_Goal of the exercise:_ Given the listing below, write out exactly the lines starting with the line that has "function fillPath(path, color)" and going on through the line that has "context.lineCap = dash ? 'butt' : 'round';", both kept.

☆ ☆ ☆ ☆

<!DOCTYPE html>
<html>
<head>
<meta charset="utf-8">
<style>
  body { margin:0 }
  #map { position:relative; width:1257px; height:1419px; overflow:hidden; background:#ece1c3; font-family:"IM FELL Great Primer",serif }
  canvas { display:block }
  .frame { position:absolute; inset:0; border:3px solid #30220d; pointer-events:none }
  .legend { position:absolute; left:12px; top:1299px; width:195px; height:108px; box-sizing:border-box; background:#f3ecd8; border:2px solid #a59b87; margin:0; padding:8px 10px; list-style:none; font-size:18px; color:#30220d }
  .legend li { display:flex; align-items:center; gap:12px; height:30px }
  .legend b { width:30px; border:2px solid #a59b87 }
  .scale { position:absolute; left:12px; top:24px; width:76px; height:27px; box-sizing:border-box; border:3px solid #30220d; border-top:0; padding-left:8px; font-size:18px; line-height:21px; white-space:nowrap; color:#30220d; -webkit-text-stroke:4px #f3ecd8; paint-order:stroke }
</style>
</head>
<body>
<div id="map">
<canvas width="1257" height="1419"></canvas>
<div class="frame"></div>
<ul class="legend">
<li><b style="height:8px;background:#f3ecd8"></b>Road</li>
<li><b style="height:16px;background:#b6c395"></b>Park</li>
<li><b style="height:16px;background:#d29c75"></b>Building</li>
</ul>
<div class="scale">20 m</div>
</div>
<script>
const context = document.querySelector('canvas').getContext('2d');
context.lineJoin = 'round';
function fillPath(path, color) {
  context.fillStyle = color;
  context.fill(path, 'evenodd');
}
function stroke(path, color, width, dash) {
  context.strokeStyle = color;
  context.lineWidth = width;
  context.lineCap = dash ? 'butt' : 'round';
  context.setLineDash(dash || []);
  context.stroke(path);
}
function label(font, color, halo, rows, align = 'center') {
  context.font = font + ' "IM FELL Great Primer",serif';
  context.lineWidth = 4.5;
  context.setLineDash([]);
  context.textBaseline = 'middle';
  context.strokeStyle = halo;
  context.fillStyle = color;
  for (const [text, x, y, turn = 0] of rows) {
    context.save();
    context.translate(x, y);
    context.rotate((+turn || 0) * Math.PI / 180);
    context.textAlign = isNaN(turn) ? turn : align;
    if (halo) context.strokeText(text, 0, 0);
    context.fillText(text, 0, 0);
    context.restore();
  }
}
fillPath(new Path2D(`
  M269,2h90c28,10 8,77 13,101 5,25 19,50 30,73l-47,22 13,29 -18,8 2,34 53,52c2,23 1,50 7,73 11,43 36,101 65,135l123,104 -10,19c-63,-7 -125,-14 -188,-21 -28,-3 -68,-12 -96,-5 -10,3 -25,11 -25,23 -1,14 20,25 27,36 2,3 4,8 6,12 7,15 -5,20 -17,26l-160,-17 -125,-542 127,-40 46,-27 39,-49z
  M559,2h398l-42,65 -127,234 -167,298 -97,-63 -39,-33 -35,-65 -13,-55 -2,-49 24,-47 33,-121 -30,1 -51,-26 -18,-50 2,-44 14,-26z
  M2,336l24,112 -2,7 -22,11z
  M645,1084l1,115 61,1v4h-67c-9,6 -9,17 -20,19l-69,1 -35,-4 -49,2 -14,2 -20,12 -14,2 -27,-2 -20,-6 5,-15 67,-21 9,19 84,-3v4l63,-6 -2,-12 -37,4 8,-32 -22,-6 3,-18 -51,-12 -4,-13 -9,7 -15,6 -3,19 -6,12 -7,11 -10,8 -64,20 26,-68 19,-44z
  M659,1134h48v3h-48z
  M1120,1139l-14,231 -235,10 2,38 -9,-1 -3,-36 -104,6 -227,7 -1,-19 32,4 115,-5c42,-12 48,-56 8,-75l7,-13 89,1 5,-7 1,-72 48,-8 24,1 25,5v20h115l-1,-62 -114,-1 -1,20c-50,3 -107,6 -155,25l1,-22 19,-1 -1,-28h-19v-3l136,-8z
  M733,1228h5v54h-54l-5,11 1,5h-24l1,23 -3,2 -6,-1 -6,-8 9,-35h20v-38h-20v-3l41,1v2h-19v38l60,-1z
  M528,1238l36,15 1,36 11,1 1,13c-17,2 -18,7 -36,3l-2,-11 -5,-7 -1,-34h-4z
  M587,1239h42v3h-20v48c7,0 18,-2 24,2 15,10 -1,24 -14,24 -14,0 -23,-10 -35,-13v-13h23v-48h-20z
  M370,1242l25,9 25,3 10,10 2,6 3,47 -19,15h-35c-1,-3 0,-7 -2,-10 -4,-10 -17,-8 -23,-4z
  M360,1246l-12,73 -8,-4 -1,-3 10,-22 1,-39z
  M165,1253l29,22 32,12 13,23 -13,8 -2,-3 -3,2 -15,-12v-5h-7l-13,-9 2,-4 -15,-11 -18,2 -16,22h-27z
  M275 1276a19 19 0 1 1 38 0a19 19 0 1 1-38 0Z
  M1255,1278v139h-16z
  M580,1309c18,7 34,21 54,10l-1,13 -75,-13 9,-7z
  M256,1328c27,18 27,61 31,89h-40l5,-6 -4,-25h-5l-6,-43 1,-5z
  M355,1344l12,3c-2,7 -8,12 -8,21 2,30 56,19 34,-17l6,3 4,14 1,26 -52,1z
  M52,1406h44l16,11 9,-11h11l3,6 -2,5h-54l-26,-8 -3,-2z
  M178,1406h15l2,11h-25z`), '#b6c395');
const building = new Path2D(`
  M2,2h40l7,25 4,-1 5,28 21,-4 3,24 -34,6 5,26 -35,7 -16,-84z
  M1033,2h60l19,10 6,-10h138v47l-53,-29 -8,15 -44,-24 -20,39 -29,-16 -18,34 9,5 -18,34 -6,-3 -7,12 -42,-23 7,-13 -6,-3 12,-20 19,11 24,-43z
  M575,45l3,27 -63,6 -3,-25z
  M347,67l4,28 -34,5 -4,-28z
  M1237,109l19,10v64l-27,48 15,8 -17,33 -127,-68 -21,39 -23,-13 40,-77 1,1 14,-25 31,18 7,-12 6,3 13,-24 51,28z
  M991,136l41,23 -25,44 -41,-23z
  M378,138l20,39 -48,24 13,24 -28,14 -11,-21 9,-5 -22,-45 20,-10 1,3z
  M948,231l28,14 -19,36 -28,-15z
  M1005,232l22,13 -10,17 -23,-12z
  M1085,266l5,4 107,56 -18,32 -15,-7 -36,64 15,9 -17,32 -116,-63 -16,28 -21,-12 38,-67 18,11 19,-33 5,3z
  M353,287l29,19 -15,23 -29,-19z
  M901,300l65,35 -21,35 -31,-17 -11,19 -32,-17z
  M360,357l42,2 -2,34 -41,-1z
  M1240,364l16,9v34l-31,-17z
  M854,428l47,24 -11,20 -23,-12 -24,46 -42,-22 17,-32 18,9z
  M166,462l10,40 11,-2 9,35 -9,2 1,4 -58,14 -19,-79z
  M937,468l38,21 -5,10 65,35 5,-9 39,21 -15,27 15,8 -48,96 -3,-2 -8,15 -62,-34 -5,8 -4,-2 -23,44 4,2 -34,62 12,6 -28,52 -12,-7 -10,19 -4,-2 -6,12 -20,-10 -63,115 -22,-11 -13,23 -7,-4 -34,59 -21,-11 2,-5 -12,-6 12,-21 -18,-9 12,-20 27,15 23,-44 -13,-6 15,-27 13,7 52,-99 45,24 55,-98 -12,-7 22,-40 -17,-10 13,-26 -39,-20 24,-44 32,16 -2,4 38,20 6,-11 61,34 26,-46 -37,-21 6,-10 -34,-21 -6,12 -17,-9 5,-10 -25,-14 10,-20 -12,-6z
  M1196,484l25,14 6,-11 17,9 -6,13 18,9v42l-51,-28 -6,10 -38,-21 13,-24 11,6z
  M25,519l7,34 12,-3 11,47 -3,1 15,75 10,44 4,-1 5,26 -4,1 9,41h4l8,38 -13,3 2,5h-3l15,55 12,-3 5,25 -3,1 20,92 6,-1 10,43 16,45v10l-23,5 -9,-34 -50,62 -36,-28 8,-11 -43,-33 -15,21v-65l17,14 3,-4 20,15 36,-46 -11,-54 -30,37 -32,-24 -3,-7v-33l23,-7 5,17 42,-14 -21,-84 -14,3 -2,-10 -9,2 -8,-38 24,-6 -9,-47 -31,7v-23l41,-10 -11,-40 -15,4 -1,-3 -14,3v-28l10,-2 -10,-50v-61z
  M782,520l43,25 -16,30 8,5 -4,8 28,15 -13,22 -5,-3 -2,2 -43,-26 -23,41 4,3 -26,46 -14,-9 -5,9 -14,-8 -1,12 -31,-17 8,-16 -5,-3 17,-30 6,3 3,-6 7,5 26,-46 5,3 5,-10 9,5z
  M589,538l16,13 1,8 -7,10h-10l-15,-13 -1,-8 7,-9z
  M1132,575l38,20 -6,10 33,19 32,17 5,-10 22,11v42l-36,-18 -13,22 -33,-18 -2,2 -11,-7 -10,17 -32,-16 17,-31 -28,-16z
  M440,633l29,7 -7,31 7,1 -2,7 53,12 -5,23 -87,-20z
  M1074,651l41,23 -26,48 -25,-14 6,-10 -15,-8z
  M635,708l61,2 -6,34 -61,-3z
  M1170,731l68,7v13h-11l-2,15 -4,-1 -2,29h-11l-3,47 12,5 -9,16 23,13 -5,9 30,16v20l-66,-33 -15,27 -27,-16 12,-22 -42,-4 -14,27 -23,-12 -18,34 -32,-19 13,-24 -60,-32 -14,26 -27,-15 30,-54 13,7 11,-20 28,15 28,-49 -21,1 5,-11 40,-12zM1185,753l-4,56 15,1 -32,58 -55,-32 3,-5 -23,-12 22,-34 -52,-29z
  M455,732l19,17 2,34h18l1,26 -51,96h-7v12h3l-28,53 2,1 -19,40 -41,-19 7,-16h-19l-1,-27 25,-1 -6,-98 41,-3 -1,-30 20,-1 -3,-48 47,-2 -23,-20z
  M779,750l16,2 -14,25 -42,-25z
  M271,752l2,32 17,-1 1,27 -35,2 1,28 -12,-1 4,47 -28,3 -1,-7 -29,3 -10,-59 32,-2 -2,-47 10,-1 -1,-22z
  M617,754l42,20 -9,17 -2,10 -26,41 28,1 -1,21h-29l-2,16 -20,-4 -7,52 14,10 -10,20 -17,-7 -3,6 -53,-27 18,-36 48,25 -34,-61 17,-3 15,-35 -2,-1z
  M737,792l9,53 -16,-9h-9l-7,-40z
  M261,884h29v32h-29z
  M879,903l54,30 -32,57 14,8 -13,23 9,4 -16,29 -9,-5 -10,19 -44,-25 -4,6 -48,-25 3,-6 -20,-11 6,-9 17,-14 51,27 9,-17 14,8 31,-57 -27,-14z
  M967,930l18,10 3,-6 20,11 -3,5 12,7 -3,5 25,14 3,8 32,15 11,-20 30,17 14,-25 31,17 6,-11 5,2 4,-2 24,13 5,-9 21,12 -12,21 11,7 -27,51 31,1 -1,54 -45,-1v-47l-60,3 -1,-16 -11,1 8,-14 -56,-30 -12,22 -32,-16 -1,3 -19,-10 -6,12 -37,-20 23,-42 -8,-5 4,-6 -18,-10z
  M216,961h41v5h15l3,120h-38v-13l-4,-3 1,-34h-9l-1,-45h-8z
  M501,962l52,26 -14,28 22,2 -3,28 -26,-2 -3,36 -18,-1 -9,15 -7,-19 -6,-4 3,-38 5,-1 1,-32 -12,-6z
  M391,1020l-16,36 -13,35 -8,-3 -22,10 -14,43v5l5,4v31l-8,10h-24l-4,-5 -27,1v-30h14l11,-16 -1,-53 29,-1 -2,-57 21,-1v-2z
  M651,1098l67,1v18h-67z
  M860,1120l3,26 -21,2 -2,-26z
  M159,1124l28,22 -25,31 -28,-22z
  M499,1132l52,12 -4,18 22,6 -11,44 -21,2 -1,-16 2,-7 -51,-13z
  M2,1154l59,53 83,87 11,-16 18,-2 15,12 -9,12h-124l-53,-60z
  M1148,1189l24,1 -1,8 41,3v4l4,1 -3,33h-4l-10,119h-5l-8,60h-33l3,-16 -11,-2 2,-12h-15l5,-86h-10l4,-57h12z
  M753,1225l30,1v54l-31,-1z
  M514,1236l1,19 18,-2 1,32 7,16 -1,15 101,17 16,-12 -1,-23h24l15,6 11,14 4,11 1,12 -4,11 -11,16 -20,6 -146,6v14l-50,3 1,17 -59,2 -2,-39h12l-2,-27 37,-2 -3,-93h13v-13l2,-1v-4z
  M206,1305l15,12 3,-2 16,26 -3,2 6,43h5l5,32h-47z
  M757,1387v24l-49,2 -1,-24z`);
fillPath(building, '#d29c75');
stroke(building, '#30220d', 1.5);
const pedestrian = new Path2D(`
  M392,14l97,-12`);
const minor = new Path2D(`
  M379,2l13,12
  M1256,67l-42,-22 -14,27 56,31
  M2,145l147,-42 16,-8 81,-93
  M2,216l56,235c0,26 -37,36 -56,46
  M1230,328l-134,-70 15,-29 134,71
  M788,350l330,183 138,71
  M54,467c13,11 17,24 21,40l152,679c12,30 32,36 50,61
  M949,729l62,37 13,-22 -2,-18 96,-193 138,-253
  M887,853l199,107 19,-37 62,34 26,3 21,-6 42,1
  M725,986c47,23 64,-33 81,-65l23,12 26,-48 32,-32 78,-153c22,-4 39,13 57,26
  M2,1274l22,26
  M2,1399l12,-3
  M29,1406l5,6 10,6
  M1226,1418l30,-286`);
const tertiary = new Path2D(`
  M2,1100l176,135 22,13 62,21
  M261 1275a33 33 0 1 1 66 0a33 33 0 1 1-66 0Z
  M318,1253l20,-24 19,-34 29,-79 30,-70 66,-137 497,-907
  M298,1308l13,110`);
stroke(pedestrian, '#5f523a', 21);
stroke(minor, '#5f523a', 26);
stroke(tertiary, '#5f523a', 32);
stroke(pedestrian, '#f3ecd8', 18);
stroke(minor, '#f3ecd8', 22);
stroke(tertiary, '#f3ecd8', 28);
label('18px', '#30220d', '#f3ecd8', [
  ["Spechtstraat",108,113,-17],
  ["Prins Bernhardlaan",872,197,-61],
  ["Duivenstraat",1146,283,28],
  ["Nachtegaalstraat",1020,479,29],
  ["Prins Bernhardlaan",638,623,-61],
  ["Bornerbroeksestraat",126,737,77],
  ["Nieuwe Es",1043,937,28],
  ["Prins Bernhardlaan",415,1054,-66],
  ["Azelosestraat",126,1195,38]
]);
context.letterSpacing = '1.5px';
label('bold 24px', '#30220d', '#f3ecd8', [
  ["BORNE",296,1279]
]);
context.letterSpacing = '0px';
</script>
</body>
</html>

☆ ☆ ☆ ☆

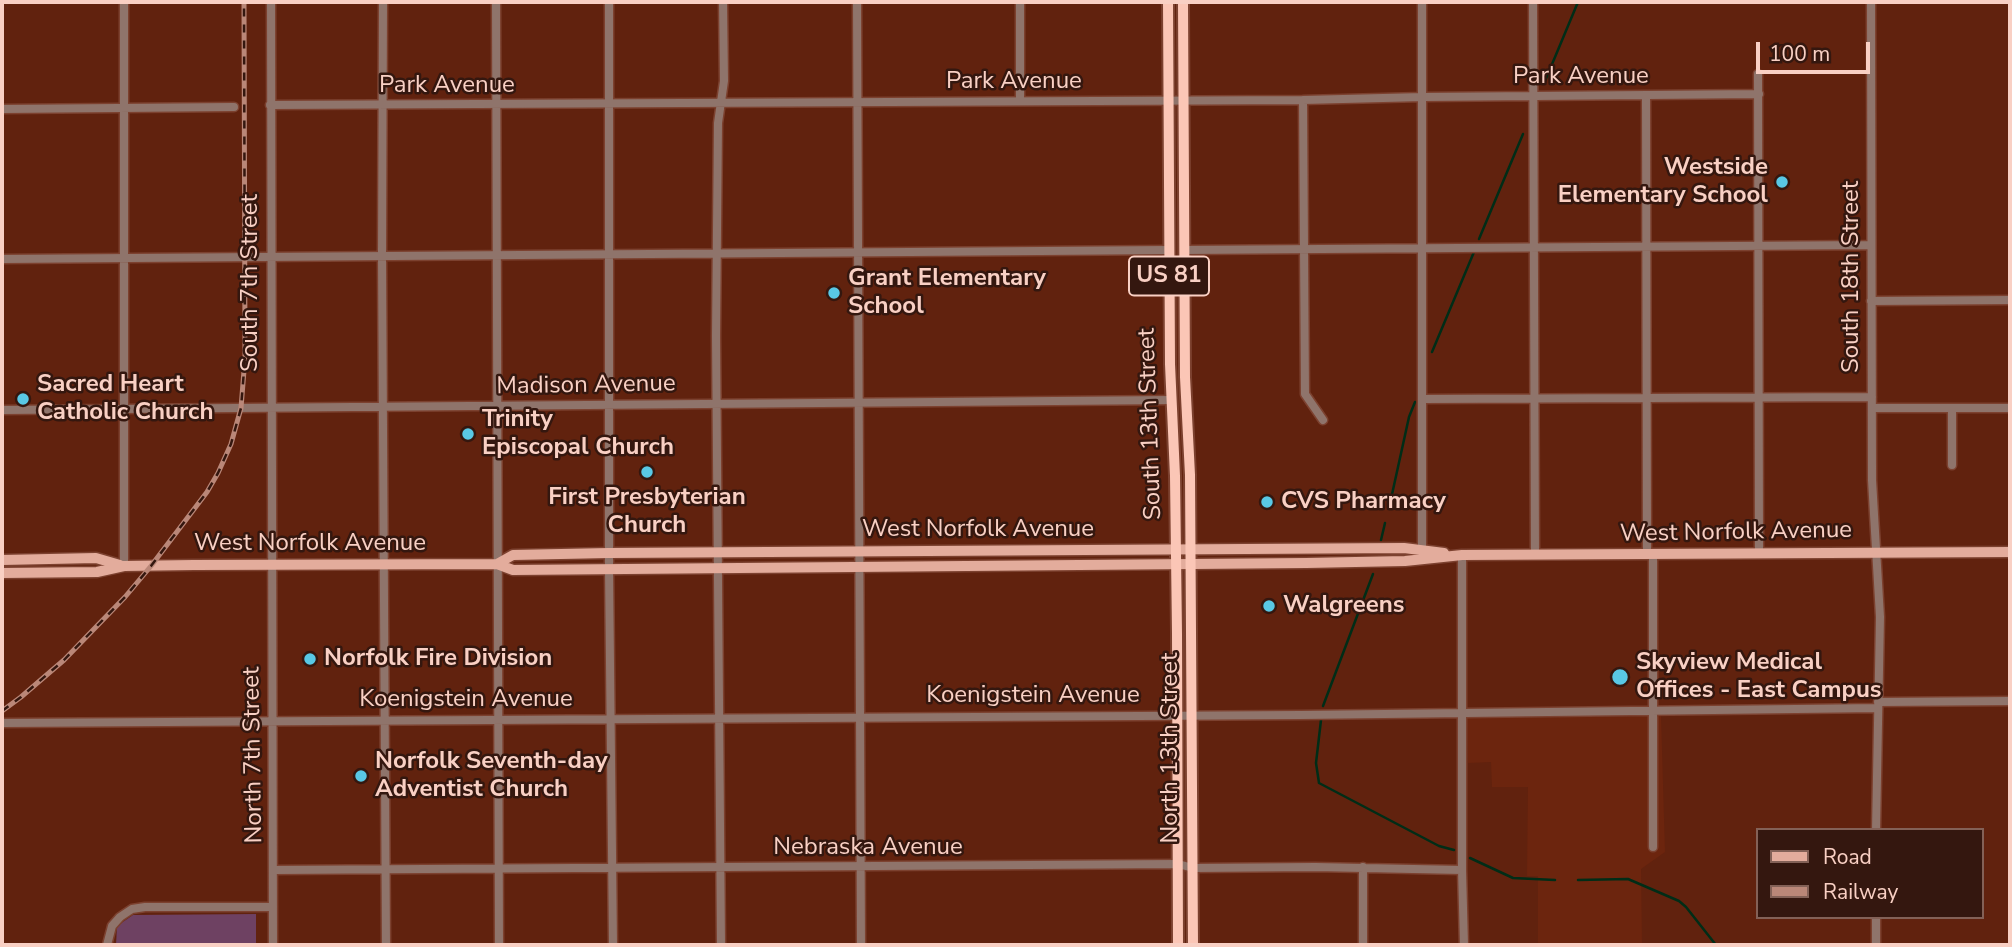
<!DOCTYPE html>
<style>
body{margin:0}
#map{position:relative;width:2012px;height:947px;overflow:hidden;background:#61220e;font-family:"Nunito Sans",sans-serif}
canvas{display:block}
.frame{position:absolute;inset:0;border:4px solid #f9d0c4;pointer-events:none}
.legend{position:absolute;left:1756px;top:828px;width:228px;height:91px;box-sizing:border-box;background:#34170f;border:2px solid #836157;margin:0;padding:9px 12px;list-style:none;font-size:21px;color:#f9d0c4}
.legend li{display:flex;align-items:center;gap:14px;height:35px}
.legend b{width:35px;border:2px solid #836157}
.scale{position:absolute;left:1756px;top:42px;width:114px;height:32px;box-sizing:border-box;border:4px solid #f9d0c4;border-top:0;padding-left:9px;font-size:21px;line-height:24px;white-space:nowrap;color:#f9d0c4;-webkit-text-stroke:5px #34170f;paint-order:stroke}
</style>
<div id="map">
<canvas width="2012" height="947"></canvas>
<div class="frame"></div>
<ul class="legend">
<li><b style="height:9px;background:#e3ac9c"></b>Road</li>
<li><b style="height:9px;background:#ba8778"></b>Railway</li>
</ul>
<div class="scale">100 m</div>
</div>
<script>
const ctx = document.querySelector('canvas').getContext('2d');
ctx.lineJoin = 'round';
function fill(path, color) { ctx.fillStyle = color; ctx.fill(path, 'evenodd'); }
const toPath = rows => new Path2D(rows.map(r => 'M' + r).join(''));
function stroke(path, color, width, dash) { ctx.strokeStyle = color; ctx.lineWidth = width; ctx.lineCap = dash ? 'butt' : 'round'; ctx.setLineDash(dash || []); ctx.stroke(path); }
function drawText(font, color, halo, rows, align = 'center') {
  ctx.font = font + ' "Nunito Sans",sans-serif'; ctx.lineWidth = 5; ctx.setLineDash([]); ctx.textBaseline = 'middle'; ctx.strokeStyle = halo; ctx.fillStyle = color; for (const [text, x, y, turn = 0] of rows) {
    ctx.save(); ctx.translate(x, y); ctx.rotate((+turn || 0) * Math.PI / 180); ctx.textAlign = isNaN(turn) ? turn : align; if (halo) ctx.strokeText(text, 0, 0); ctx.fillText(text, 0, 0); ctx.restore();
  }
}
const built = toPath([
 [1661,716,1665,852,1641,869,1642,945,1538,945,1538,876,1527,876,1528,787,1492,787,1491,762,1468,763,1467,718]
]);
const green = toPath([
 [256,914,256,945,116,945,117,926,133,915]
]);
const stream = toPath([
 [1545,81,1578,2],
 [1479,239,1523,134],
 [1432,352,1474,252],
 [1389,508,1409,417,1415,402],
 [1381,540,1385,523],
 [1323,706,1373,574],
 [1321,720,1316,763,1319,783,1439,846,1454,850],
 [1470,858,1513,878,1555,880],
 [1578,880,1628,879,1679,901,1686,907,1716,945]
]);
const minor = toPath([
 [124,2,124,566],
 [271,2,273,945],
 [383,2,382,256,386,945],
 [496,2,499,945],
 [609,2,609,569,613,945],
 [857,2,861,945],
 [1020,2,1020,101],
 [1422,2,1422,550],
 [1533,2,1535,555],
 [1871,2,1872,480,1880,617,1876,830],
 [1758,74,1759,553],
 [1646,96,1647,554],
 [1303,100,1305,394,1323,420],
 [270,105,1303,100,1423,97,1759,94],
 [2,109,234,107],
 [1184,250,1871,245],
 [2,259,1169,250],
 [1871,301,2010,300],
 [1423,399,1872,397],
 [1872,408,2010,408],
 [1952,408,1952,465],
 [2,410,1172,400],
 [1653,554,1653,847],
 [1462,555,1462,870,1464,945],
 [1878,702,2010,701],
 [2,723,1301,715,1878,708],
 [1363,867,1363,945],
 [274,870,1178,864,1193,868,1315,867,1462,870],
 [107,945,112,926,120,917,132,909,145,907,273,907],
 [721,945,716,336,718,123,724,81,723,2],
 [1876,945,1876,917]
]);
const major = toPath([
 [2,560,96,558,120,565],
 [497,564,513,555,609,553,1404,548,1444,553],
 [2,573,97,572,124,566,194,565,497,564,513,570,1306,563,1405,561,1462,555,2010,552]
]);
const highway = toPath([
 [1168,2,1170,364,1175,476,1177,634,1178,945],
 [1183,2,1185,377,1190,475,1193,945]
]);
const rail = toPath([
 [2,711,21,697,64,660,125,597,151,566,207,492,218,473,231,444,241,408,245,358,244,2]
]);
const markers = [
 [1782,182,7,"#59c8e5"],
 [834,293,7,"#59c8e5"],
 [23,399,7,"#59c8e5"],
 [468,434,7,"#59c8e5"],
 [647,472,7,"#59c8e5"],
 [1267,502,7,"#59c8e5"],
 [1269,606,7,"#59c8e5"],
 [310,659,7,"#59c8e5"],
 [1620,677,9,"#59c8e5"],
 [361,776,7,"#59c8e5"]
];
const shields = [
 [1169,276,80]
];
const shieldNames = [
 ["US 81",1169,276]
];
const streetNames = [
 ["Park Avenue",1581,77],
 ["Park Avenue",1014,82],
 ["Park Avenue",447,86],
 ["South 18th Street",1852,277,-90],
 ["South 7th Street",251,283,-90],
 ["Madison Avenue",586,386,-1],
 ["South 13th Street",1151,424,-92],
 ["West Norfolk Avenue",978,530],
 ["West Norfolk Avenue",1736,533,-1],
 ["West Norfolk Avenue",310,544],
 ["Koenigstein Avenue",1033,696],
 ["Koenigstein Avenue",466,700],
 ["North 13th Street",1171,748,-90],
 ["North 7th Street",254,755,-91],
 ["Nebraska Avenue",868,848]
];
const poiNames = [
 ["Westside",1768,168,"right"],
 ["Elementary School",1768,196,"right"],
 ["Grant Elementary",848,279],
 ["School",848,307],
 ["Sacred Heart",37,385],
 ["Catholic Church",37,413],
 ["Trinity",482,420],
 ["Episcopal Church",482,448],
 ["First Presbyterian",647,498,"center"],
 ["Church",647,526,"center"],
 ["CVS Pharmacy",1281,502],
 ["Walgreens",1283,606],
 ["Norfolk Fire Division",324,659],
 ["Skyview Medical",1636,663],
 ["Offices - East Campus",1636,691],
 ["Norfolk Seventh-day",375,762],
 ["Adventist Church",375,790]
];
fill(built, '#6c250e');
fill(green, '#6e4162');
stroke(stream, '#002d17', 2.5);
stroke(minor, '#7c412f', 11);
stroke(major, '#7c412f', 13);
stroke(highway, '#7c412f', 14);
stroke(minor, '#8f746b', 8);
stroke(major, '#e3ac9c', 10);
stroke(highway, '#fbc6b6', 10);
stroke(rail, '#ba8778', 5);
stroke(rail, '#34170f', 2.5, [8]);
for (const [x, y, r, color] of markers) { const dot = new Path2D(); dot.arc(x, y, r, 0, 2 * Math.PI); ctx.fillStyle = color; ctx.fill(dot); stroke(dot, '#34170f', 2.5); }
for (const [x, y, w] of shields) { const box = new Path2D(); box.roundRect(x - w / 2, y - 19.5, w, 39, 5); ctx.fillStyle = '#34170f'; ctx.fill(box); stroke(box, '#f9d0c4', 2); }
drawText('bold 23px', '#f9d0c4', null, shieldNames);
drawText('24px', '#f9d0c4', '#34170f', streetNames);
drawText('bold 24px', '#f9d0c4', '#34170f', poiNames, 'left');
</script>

☆ ☆ ☆ ☆

_Output for this exercise:_
function fillPath(path, color) {
  context.fillStyle = color;
  context.fill(path, 'evenodd');
}
function stroke(path, color, width, dash) {
  context.strokeStyle = color;
  context.lineWidth = width;
  context.lineCap = dash ? 'butt' : 'round';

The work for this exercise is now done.